━━ SOURCE DATA
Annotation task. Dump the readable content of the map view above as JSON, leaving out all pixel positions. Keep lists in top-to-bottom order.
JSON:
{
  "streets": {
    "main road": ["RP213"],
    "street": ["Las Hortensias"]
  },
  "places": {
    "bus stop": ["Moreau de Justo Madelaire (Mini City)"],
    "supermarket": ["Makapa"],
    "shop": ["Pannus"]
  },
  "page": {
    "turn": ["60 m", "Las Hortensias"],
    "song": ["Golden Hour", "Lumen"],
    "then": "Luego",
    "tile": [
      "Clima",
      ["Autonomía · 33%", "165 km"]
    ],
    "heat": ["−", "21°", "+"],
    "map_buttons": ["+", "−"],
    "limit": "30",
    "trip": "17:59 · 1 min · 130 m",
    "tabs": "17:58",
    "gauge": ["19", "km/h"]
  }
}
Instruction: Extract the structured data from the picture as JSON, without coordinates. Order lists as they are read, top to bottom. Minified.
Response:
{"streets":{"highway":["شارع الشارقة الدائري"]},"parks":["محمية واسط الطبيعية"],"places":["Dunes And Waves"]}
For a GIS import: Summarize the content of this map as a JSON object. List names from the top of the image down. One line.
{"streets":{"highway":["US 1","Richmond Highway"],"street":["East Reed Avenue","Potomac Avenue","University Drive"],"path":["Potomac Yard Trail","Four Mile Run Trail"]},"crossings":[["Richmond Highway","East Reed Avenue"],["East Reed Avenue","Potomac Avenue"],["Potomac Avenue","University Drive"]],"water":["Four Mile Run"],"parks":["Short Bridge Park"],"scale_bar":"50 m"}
━━━━
- [THE TASK]:
Transcribe, in full, each record that appears above.

- [WRITTEN ANSWER]:
Annotation task. Dump the readable content of the map view above as JSON, leaving out all pixel positions. Keep lists in top-to-bottom order.
JSON:
{
  "streets": {
    "main road": ["RP213"],
    "street": ["Las Hortensias"]
  },
  "places": {
    "bus stop": ["Moreau de Justo Madelaire (Mini City)"],
    "supermarket": ["Makapa"],
    "shop": ["Pannus"]
  },
  "page": {
    "turn": ["60 m", "Las Hortensias"],
    "song": ["Golden Hour", "Lumen"],
    "then": "Luego",
    "tile": [
      "Clima",
      ["Autonomía · 33%", "165 km"]
    ],
    "heat": ["−", "21°", "+"],
    "map_buttons": ["+", "−"],
    "limit": "30",
    "trip": "17:59 · 1 min · 130 m",
    "tabs": "17:58",
    "gauge": ["19", "km/h"]
  }
}
Instruction: Extract the structured data from the picture as JSON, without coordinates. Order lists as they are read, top to bottom. Minified.
Response:
{"streets":{"highway":["شارع الشارقة الدائري"]},"parks":["محمية واسط الطبيعية"],"places":["Dunes And Waves"]}
For a GIS import: Summarize the content of this map as a JSON object. List names from the top of the image down. One line.
{"streets":{"highway":["US 1","Richmond Highway"],"street":["East Reed Avenue","Potomac Avenue","University Drive"],"path":["Potomac Yard Trail","Four Mile Run Trail"]},"crossings":[["Richmond Highway","East Reed Avenue"],["East Reed Avenue","Potomac Avenue"],["Potomac Avenue","University Drive"]],"water":["Four Mile Run"],"parks":["Short Bridge Park"],"scale_bar":"50 m"}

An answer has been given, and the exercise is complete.